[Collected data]
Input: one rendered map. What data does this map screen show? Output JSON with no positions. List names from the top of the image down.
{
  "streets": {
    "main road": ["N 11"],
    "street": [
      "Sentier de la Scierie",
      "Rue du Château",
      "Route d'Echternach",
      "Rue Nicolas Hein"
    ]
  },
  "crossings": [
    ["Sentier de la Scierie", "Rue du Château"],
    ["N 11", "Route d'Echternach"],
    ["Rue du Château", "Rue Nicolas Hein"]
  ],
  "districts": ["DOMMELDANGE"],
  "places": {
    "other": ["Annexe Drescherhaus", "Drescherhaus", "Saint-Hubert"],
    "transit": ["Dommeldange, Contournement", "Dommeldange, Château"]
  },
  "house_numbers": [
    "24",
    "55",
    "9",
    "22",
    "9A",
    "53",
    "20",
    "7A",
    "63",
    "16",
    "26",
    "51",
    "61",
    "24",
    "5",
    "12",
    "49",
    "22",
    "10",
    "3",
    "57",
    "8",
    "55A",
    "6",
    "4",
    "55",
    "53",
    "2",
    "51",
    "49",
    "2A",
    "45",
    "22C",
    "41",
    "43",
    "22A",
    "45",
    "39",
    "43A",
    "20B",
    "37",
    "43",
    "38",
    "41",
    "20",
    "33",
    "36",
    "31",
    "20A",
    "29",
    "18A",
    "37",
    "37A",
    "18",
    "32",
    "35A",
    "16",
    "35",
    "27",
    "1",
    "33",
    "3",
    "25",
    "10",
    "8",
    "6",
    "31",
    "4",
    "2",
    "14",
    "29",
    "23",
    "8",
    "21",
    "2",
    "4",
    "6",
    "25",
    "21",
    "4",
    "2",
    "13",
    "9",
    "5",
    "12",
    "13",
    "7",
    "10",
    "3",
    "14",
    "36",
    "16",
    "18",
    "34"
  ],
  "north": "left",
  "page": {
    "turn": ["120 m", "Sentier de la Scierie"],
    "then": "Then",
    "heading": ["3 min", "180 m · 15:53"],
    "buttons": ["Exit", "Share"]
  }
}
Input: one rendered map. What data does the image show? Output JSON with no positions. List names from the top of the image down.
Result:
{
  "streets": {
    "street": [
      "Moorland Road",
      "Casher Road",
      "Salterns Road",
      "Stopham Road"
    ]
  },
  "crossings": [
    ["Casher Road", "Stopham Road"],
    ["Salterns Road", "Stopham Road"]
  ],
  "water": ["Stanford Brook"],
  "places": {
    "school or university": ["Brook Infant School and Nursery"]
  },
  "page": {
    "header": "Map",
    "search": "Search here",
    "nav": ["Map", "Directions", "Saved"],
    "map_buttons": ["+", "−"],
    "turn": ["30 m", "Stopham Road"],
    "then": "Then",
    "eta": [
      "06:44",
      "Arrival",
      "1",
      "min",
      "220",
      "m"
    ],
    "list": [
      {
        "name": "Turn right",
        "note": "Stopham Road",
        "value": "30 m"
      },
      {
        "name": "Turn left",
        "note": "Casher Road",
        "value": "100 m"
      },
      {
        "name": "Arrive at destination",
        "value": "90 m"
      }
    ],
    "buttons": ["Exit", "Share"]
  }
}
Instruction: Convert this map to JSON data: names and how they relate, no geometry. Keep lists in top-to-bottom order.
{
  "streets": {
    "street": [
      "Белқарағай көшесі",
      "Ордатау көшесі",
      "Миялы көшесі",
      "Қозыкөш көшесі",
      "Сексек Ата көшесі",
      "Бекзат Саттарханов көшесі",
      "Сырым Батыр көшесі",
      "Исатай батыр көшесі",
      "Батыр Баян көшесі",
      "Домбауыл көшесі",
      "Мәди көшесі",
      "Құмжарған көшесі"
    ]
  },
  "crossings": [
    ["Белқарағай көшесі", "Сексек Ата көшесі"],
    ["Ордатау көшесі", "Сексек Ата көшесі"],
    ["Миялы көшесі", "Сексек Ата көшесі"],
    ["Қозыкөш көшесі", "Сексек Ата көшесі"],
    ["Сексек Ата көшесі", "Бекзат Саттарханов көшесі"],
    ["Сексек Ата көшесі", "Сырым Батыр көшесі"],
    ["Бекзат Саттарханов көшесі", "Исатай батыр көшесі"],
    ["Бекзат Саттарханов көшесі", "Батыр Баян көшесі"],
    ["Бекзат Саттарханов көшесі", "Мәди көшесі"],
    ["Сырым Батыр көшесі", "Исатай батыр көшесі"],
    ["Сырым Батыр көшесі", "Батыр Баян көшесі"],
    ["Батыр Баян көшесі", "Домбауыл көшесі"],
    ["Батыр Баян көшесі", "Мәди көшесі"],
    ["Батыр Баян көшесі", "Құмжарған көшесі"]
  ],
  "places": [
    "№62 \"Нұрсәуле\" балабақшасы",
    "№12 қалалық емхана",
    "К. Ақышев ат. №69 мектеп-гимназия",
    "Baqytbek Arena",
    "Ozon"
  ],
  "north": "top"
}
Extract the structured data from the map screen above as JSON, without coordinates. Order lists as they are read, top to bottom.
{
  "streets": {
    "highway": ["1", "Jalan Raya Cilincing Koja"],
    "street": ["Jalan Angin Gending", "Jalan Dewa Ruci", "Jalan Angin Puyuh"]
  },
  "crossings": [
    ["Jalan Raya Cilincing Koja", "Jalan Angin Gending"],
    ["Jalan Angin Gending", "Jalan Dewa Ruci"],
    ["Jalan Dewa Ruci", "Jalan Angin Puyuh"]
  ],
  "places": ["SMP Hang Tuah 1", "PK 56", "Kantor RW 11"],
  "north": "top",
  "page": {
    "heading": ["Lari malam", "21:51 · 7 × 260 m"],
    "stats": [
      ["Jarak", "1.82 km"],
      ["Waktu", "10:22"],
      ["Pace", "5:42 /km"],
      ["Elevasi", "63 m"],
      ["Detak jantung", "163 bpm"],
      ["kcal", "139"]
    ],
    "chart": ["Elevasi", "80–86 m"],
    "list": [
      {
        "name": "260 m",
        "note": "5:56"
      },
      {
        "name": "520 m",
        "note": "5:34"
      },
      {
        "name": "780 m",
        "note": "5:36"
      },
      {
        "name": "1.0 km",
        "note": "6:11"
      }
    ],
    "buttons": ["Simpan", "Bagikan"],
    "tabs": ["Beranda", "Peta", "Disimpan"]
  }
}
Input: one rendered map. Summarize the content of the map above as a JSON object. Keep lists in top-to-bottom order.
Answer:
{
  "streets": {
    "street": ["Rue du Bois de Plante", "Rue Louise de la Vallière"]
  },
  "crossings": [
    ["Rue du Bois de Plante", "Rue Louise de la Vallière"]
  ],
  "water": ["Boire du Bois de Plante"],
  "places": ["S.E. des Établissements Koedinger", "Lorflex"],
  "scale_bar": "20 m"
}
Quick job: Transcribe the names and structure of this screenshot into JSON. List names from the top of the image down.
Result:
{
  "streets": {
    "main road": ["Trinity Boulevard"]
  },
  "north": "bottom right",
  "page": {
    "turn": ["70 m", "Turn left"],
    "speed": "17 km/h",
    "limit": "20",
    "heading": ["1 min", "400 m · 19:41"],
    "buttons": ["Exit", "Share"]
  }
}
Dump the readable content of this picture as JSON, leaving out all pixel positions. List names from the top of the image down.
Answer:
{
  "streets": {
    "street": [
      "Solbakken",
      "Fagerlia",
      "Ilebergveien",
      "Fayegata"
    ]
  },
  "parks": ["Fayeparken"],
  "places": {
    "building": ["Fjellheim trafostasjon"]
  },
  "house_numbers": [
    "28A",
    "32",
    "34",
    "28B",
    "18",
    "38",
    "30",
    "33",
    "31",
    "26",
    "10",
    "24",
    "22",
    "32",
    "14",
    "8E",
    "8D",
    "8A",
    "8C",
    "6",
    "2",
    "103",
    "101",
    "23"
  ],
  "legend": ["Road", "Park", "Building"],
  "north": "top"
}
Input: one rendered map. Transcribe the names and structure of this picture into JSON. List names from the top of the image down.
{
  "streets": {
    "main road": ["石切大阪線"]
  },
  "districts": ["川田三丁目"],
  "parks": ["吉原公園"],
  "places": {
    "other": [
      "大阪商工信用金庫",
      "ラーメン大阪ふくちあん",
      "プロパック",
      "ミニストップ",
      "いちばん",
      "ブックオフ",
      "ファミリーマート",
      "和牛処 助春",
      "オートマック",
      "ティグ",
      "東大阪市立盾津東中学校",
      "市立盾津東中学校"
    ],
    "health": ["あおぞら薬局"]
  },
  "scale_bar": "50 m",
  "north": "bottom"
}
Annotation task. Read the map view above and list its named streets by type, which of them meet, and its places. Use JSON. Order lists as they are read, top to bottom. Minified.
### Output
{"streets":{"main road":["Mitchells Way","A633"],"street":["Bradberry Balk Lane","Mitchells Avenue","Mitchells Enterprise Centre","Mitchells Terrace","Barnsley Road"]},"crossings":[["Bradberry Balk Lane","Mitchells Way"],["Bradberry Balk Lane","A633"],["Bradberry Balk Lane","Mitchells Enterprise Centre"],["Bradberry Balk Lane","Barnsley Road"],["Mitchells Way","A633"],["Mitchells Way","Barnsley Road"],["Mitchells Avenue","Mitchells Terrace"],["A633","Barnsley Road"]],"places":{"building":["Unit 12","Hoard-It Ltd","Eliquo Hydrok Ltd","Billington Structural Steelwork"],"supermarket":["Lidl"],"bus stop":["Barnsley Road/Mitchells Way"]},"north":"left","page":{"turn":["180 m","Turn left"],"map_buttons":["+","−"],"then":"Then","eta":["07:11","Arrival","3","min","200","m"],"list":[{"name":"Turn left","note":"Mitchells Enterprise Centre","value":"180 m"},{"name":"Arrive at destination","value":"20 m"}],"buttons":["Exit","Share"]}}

#### Task brief:
Each line carrying the string "heading" should be copied out from the entries.

#### Answer below:
    "heading": ["3 min", "180 m · 15:53"],
    "heading": ["Lari malam", "21:51 · 7 × 260 m"],
    "heading": ["1 min", "400 m · 19:41"],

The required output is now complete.